DATA IN THIS EXERCISE

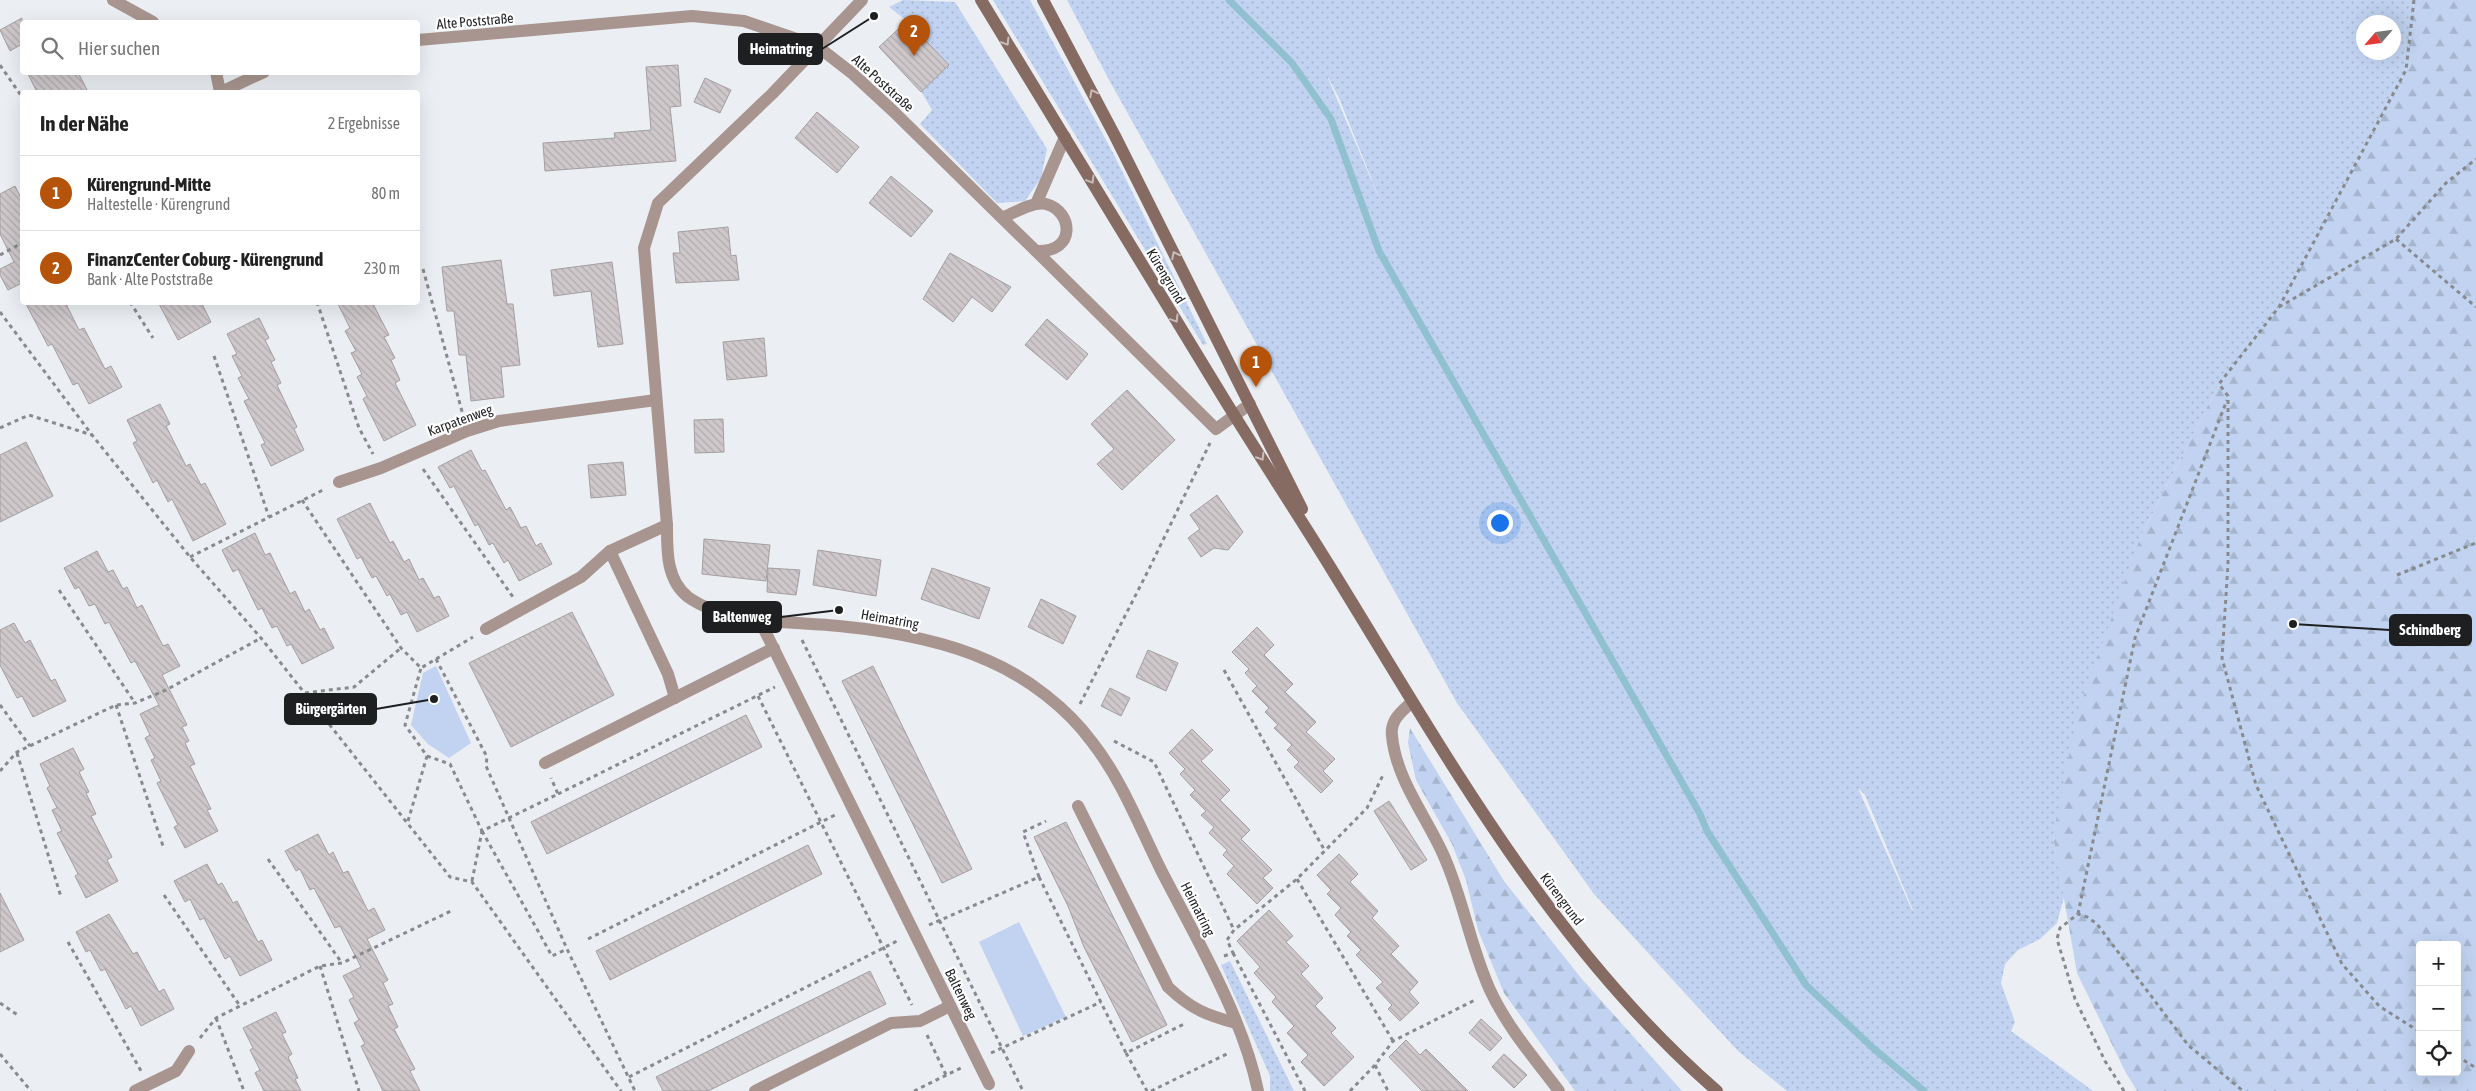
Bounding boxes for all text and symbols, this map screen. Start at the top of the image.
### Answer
street label: Alte Poststraße [436,10,514,32]
pin: 2 [898,15,930,56]
north arrow [2356,15,2401,60]
search box [20,20,420,75]
icon: search [38,34,66,62]
callout: Heimatring [739,34,822,64]
one-way arrow [1000,36,1010,45]
text: Hier suchen [78,37,160,59]
text: Heimatring [750,40,813,57]
street label: Alte Poststraße [849,51,917,115]
one-way arrow [1089,89,1099,98]
text: In der Nähe [40,111,129,135]
text: 2 Ergebnisse [328,114,400,132]
text: Kürengrund-Mitte [87,173,211,195]
one-way arrow [1085,175,1094,184]
text: 1 [52,184,60,202]
text: 80 m [371,184,400,202]
text: Haltestelle · Kürengrund [87,195,230,213]
street label: Kürengrund [1143,246,1189,306]
text: FinanzCenter Coburg - Kürengrund [87,248,323,270]
one-way arrow [1171,251,1181,260]
text: 2 [52,259,60,277]
text: 230 m [364,259,400,277]
text: Bank · Alte Poststraße [87,270,213,288]
one-way arrow [1169,314,1179,323]
pin: 1 [1240,346,1272,387]
street label: Karpatenweg [425,401,495,439]
one-way arrow [1254,452,1264,461]
your location [1487,510,1513,536]
callout: Baltenweg [703,602,781,632]
street label: Heimatring [860,606,920,632]
text: Baltenweg [713,608,772,625]
callout: Schindberg [2390,615,2471,645]
text: Schindberg [2399,621,2461,638]
callout: Bürgergärten [285,694,376,724]
text: Bürgergärten [296,700,366,717]
street label: Kürengrund [1537,870,1587,928]
street label: Heimatring [1178,879,1218,939]
map controls [2416,941,2461,1076]
button: + [2416,941,2461,986]
street label: Baltenweg [942,966,980,1022]
button: − [2416,986,2461,1031]
button: locate [2416,1031,2461,1076]

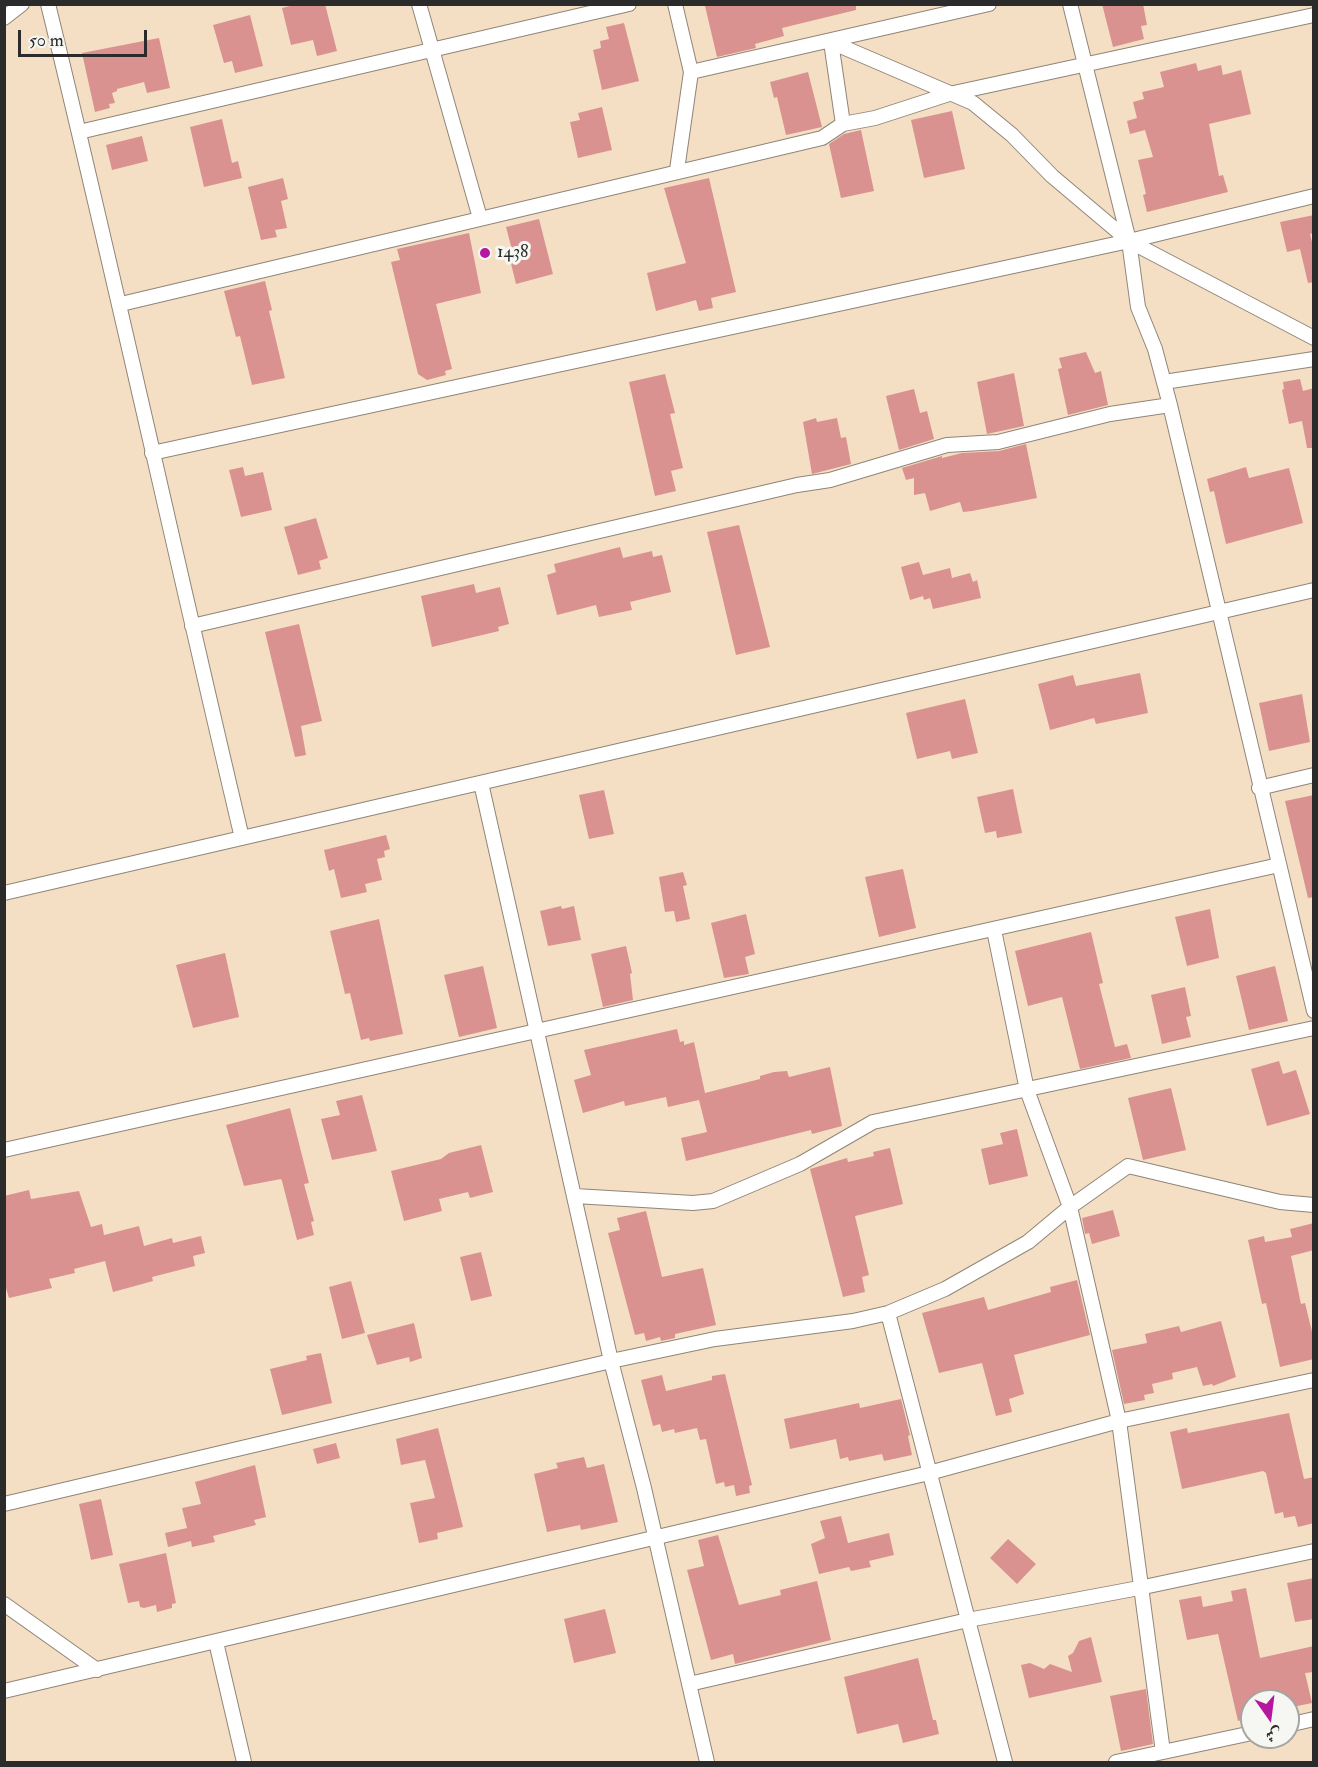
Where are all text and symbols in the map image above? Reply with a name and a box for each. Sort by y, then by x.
scale bar [21,18,150,56]
text: 50 m [29,29,64,52]
place label: 1438 [497,242,528,264]
marker: 1438 [478,246,492,260]
north arrow [1240,1689,1300,1749]
text: ش [1264,1723,1284,1746]

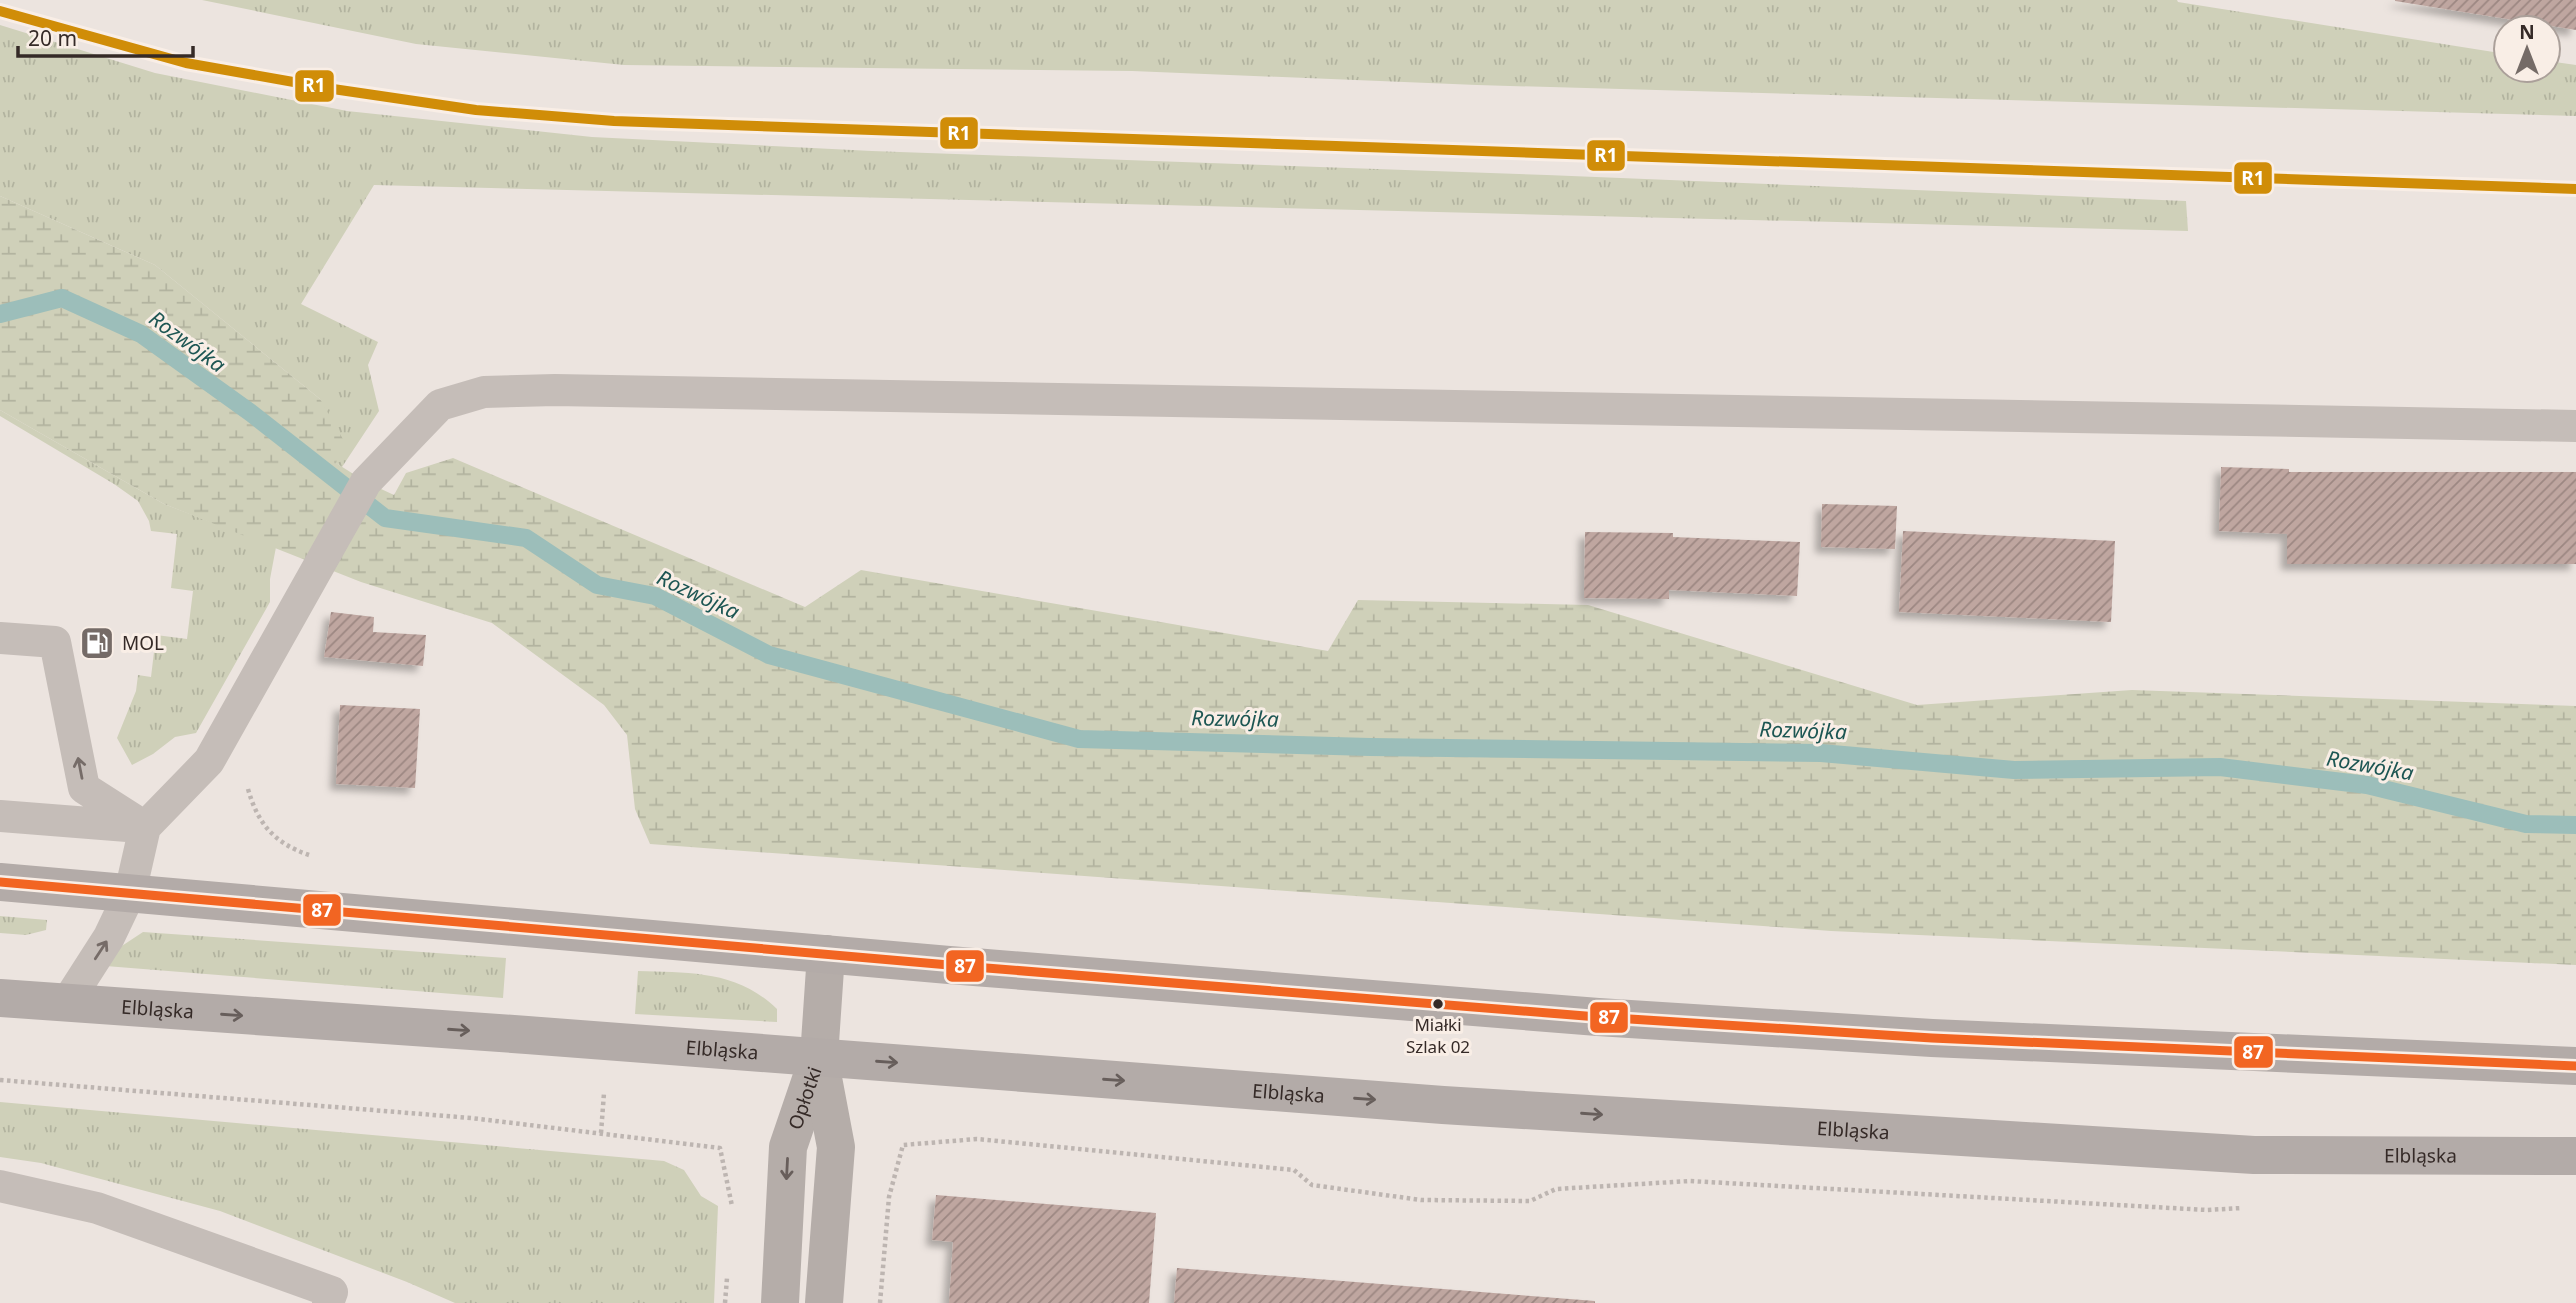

WHAT THE EXERCISE ASKS
Leave out the pictures and copy every record above exactly.

TASK OUTPUT
Bounding boxes for all text and symbols, this map screen. Start at the top of the image.
### Answer
street label: Alte Poststraße [436,10,514,32]
pin: 2 [898,15,930,56]
north arrow [2356,15,2401,60]
search box [20,20,420,75]
icon: search [38,34,66,62]
callout: Heimatring [739,34,822,64]
one-way arrow [1000,36,1010,45]
text: Hier suchen [78,37,160,59]
text: Heimatring [750,40,813,57]
street label: Alte Poststraße [849,51,917,115]
one-way arrow [1089,89,1099,98]
text: In der Nähe [40,111,129,135]
text: 2 Ergebnisse [328,114,400,132]
text: Kürengrund-Mitte [87,173,211,195]
one-way arrow [1085,175,1094,184]
text: 1 [52,184,60,202]
text: 80 m [371,184,400,202]
text: Haltestelle · Kürengrund [87,195,230,213]
street label: Kürengrund [1143,246,1189,306]
text: FinanzCenter Coburg - Kürengrund [87,248,323,270]
one-way arrow [1171,251,1181,260]
text: 2 [52,259,60,277]
text: 230 m [364,259,400,277]
text: Bank · Alte Poststraße [87,270,213,288]
one-way arrow [1169,314,1179,323]
pin: 1 [1240,346,1272,387]
street label: Karpatenweg [425,401,495,439]
one-way arrow [1254,452,1264,461]
your location [1487,510,1513,536]
callout: Baltenweg [703,602,781,632]
street label: Heimatring [860,606,920,632]
text: Baltenweg [713,608,772,625]
callout: Schindberg [2390,615,2471,645]
text: Schindberg [2399,621,2461,638]
callout: Bürgergärten [285,694,376,724]
text: Bürgergärten [296,700,366,717]
street label: Kürengrund [1537,870,1587,928]
street label: Heimatring [1178,879,1218,939]
map controls [2416,941,2461,1076]
button: + [2416,941,2461,986]
street label: Baltenweg [942,966,980,1022]
button: − [2416,986,2461,1031]
button: locate [2416,1031,2461,1076]

Where are all text and symbols in the map image above? Reply with a name and a box for each. Sort by y, then by x.
scale bar [21,18,150,56]
text: 50 m [29,29,64,52]
place label: 1438 [497,242,528,264]
marker: 1438 [478,246,492,260]
north arrow [1240,1689,1300,1749]
text: ش [1264,1723,1284,1746]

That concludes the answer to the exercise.